Feb. 14, 1643.—Such members as come after nine o’clock to pay 1s. to the poor.

March 21, 1647.—The Speaker to leave the chair at twelve o’clock.

May 31, 1659.—The Speaker to take the chair constantly every morning by eight o’clock.

April 8, 1670.—The back door in the Speaker’s chamber to be nailed up during the session.

March 23, 1693.—No member to take tobacco into the gallery, or to the table, sitting at committees.

Feb. 11, 1695.—No news-letter writer to presume to meddle with the debates, or disperse any in their papers.

Orders touching motions for leave into the country:—

Feb. 13, 1620.—No member shall go out of town without open motion and licence in the House.

March 28, 1664.—The penalty of £10 to be paid by every knight, and £5 by every citizen, etc., who shall make default in attending.

Nov. 6, 1666.—To be sent for in custody of the serjeant.

Dec. 18, 1666.—Such members of the House as depart into the country without leave, be sent for in custody of the serjeant-at-arms.

Feb. 13, 1667.—That every defaulter in attendance, whose excuse shall not be allowed this day, be fined the sum of £40, and sent for in custody, and committed to the Tower till the fine be paid.

That every member as shall desert the service of the House for the space of three days together (not having had leave granted him by the House, nor offering such sufficient excuse to the House as shall be allowed), shall have the like fine of £40 imposed on them, and shall be sent for in custody, and committed to the Tower; and that the fines be paid into the hands of the serjeant-at-arms, to be disposed of as the House shall direct.

April 6, 1668.—To pay a fine of £10.

A few words of explanation regarding technicalities will be found in place, since the qualifications of voters have a distinctive language of their own, used to indicate their various degrees of electoral privilege. The terms, “burgage tenures,” “scot and lot,” “pot-wallopers,” “splitting,” “faggot votes,” etc., occur constantly, and it may be desirable to indicate in advance the meanings attached to these enigmatical expressions.

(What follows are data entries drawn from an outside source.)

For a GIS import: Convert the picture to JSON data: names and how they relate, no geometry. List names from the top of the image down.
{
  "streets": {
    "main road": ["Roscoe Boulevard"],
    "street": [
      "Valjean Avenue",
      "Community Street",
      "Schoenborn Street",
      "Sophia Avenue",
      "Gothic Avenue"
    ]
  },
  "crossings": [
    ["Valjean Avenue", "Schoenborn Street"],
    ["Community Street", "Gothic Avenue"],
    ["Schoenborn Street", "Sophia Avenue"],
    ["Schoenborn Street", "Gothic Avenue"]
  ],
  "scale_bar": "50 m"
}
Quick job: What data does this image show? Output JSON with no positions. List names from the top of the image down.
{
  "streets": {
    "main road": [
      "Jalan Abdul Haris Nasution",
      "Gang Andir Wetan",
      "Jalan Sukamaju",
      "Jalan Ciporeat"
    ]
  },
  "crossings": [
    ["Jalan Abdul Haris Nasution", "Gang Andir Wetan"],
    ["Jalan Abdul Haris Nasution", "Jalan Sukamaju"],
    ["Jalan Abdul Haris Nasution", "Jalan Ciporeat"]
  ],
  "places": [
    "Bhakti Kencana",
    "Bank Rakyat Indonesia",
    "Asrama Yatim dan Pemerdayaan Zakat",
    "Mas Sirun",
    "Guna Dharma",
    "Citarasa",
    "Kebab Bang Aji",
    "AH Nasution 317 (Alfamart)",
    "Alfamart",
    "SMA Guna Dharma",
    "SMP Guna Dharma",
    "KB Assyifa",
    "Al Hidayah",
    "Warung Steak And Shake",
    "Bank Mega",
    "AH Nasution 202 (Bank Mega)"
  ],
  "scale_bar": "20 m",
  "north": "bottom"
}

Burgage tenures consist of one undivided and indivisible tenement, neither created, nor capable of creation, within time of memory, which has immemorially given a right of voting; or an entire indivisible tenement, holden of the superior lord of a borough, by an immemorial certain rent, distinctly reserved, and to which the right of voting is incident.

Another qualification determined the right of voting “to be in such persons as are seized in fee, in possession, or reversion, of any messuage, tenement, or corporal hereditament within the borough, and in such persons as are tenants for life or lives, and, for want of such freeholds, in tenants for years determinable upon any life or lives, paying scot and lot, and in them and in no other.”

Potwallers—those who, as lodgers, boil the pot. Pot-wallopers, or Pot-boilers.

The word Burgess extends to inhabitants within the borough.

The right of election being generally vested “in inhabitants paying scot and lot, and not receiving alms or any charity,” these terms require explanation. What it is to pay scot and lot, or to pay scot and bear lot is nowhere exactly defined. According to Stockdale’s “Parliamentary Guide,” compiled in 1784, it is probable that, from signifying some special municipal or parochial tax or duty, they came in time to be used in a popular sense, to comprehend generally the burdens and obligations to which the inhabitants of a borough or parish were liable as such. What seems the proper interpretation is, that by inhabitants “paying scot and lot,” those persons are meant whose circumstances are sufficiently independent to enable them to contribute in general to such taxes and burdens as they are liable to as inhabitants of the place. In Scotland, when a person petitions to be admitted a burgess of a royal borough, he engages he will scot and lot, i.e. watch and ward; and by statute (2 Geo. 1, c. 18, s. 9) it is ascertained that in the election of representatives for the city of London, the legislature understood scot and lot to be as here explained.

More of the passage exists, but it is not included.